** INFORMATION PROVIDED follows **

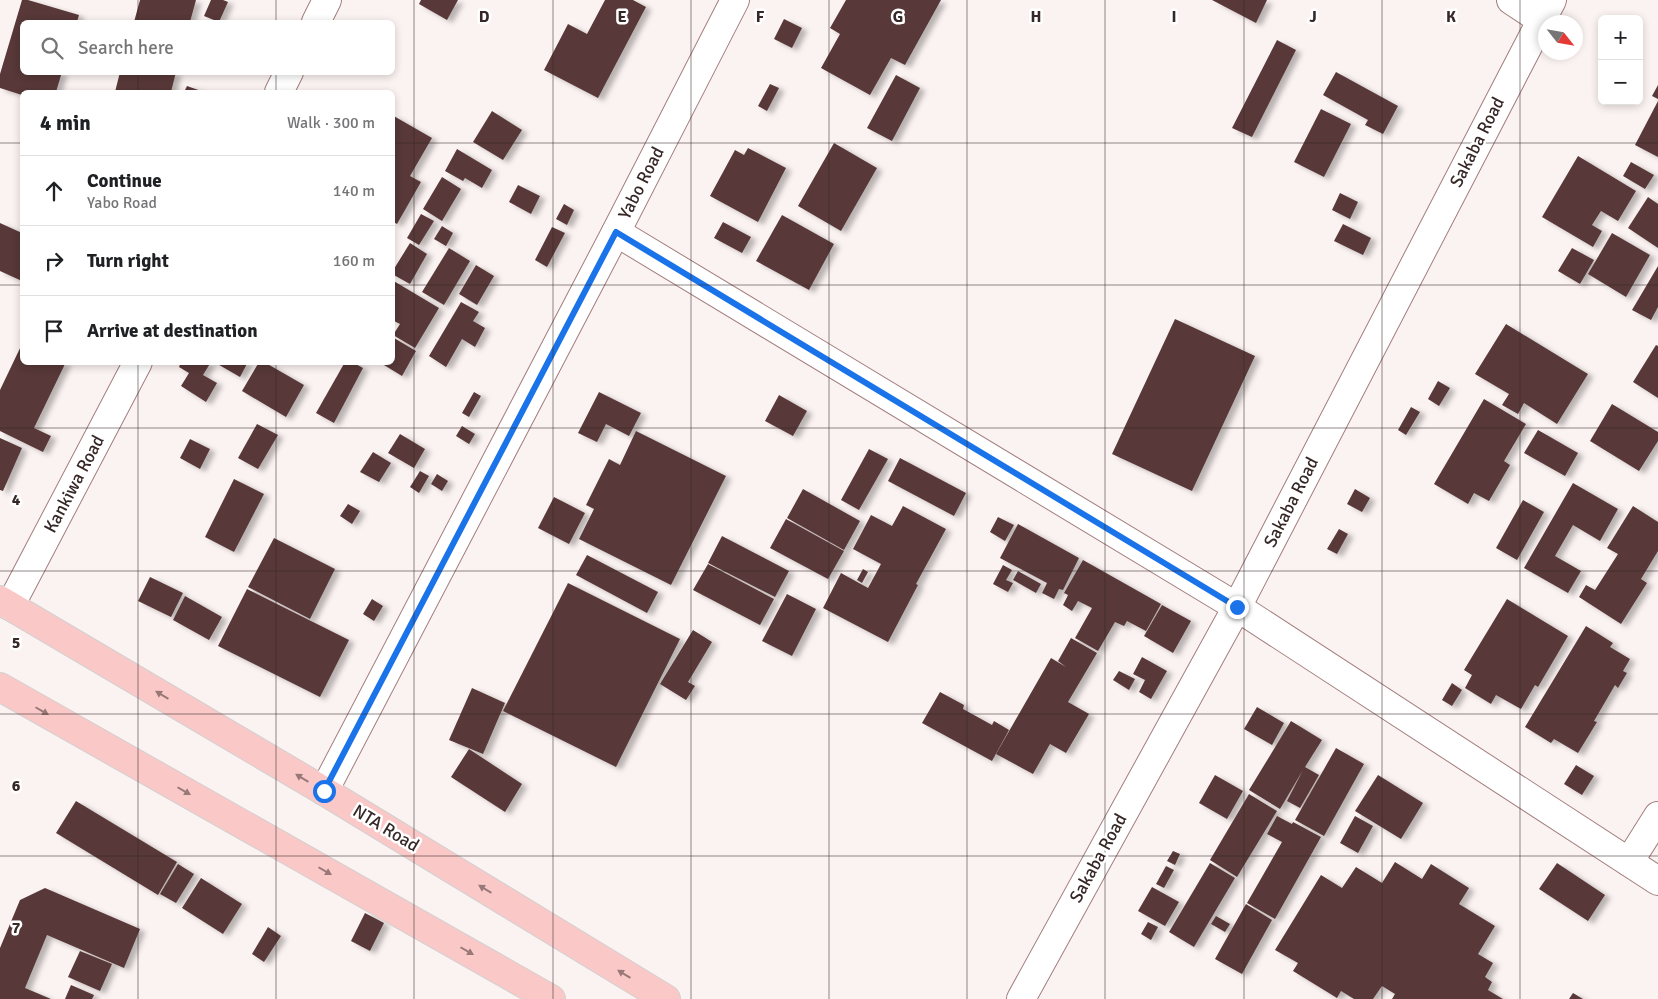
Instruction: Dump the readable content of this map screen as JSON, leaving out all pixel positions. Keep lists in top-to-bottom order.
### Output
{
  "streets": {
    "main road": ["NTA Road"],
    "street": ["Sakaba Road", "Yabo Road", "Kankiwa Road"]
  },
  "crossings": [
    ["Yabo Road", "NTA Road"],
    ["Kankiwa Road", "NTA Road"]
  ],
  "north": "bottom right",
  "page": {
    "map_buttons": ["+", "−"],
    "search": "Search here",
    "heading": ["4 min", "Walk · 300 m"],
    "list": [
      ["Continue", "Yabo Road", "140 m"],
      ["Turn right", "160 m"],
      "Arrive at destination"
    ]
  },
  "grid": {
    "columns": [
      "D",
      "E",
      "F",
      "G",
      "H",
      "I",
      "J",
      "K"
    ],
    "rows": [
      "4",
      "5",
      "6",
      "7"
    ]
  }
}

** End of INFORMATION PROVIDED **

#### WORK TO BE COMPLETED
Output the entries verbatim, skipping images.

#### RESPONSE BELOW
Instruction: Dump the readable content of this map screen as JSON, leaving out all pixel positions. Keep lists in top-to-bottom order.
### Output
{
  "streets": {
    "main road": ["NTA Road"],
    "street": ["Sakaba Road", "Yabo Road", "Kankiwa Road"]
  },
  "crossings": [
    ["Yabo Road", "NTA Road"],
    ["Kankiwa Road", "NTA Road"]
  ],
  "north": "bottom right",
  "page": {
    "map_buttons": ["+", "−"],
    "search": "Search here",
    "heading": ["4 min", "Walk · 300 m"],
    "list": [
      ["Continue", "Yabo Road", "140 m"],
      ["Turn right", "160 m"],
      "Arrive at destination"
    ]
  },
  "grid": {
    "columns": [
      "D",
      "E",
      "F",
      "G",
      "H",
      "I",
      "J",
      "K"
    ],
    "rows": [
      "4",
      "5",
      "6",
      "7"
    ]
  }
}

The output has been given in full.